There have been mutterings about field sizes at Doncaster this week, with over three quarters of the races across the four days attracting fewer than 10 runners.
Countless races over the years have shown that you do not need big fields to make for exciting racing, or intriguing betting, but the “more is more” brigade are at least indulged on Saturday, when the Portland Handicap has a maximum field of 22.
Such a long-established race – Wikipedia claims it was first run in 1855 – lends itself to trends analysis, as well as more conventional forms of enquiry, and between them I think they help quite a bit in narrowing down the options.
Perhaps most impressive of all are the figures relating to draw bias in the last 10 years, which can be viewed alongside pace (as measured by Timefom’s unique Early Position Figures).
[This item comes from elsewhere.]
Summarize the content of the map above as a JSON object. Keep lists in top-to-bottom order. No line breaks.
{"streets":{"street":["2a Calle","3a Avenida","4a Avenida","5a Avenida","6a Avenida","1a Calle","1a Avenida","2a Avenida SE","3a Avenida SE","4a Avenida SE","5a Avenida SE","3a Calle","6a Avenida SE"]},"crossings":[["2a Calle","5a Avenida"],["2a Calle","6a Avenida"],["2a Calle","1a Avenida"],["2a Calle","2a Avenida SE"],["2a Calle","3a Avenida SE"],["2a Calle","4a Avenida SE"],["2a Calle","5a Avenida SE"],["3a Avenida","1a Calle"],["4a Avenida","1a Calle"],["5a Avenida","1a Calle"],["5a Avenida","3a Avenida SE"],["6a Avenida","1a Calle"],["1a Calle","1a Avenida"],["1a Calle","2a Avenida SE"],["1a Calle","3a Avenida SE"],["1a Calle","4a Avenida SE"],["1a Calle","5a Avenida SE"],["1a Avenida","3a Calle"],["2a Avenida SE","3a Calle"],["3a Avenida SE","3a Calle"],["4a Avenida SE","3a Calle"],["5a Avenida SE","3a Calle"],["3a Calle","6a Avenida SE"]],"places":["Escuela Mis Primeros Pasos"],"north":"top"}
The % of rivals beaten figure is for that stall and the stalls on either side, but only after the draw had been recoded for non-runners.
It is not clear precisely why, but there has been a substantial bias in this race over the years, in favour of those drawn middle-to-high and against those on either flank (especially those drawn low). Stalls 14 to 17 have been best of all, but the advantage bleeds over into nearby stalls.
Against that, there is at least plenty of pace in the lower stalls this year, but there looks to be plenty of pace overall. Timeform’s pace prediction is the seldom-seen “extreme”. Trying to pick your way through from the rear past numerous rivals comes with its own problems, but a fair few of those rivals could be emptying late on judged on run styles.
Trends throw up some interesting findings also, with impact values being the factor by which horses in a specified group placed or won compared to chance.
There is not a huge age bias, though four-year-olds and five-year-olds have between them been responsible for nine of the last 10 winners. A BHA mark in the middle-to-high range has overperformed in the same period, but by only a bit.
“Number of runs in current season” suggests there is something of a trade-off between becoming jaded through too much racing and having too little in the way of experience. Bielsa, the ante-post favourite (and nicely drawn in stall 17), is the only one to fall foul of the latter, having had just three runs in all and two this year.
Interestingly, a creditable run – finishing between second and sixth – on a horse’s most recent start has been more positive than a winning one (the opposite would usually be the case in handicaps).
Performance at Betfair SP shows that there has been little between favourites, outsiders and in-betweeners in terms of profitability over the last decade.
However, those figures for “chance on Timeform Ratings” are worth noting: four of the last 10 winners have come from the small cohort that is within 2 lb of top-rated, and they have beaten more than 60% of their rivals (where 50% is par).
Timeform give last year’s winner, A Momentofmadness, a good chance of following up, and it is easy to see why. He is 4 lb lower than he was 12 months ago, and showed clear signs of a return to his best when beaten little more than a length into sixth of 22 by the flying Dakota Gold at York last time, having mixed it with the winner for a long way.
If he is back to where he was this time last year, and if he avoids getting dragged into a dogfight with pace-forcers, then he must be there or thereabouts: he is one for the shortlist.
The other is Open Wide, who fails to fit the trends in having had a lot of racing, but who shapes up well in other crucial respects.
Even more to the point, he is a hold-up merchant, who does well in races like this in which a strong early pace allows him to come through at the business end, and he is in the form of his life at present.
Open Wide had a Timeform squiggle – denoting unreliability – until fairly recently, and he does take some finessing. He has won only once in each of his active seasons – this year’s was at Windsor in June – but he has shown an aptitude for getting placed, even when circumstances are less favourable than here.
The shape of this race lends itself to each-way betting – with the per-place book better for punters than the win-only book – but the smart thing to do, given the horses’ profiles, may be to side with A Momentofmadness for the win and Open Wide each-way. That is the recommendation, anyway.